Statistical Atlas Construction

 

 

Spine vertebra atlas: 39.0% of shape variation is encoded in the first mode. The second and third modes encode 20.4% and 12.8% of shape variation.

ABSTRACT

 

The statistical atlas is a 3D medical image analysis tool towards more patient-oriented and more efficient diagnosis. The atlas includes information on geometry and their variation across populations. It can be used as a global constraint for the multi-image shape-from-shading method. As a key to build statistical atlases, 3D registration remains an important yet unsolved problem in the medical image field due to the geometrical complexity of anatomical shapes and computational complexity caused by the enormous size of volume data. We developed a two-level framework to efficiently solve 3D non-rigid registration and applied the method to the problem of building statistical atlases. Compared with a general multi-resolution framework, we employed an interpolation to propagate the matching instead of repeating the registration scheme in each resolution.
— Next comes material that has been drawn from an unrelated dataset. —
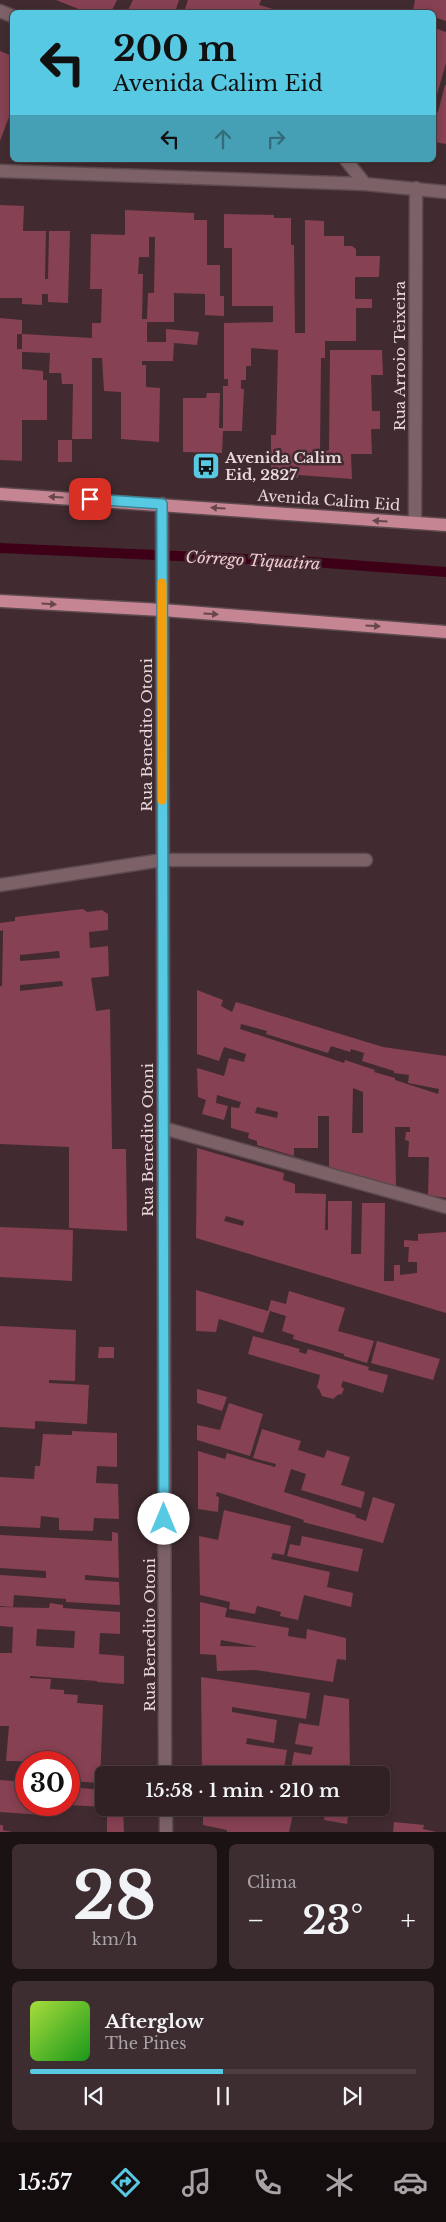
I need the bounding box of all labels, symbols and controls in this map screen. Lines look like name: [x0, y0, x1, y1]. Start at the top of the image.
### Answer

The registration procedure is divided into two levels: a low-resolution solution to the correspondences and mapping of surface models using Chui and Rangarajan’s thin-plate spline (TPS) based algorithm, followed by an interpolation to achieve high-resolution matching. After that, principal component analysis (PCA) is used to build the statistical atlas. Experimental results demonstrate that out method significantly improves efficiency of registration without decreasing accuracy of atlases.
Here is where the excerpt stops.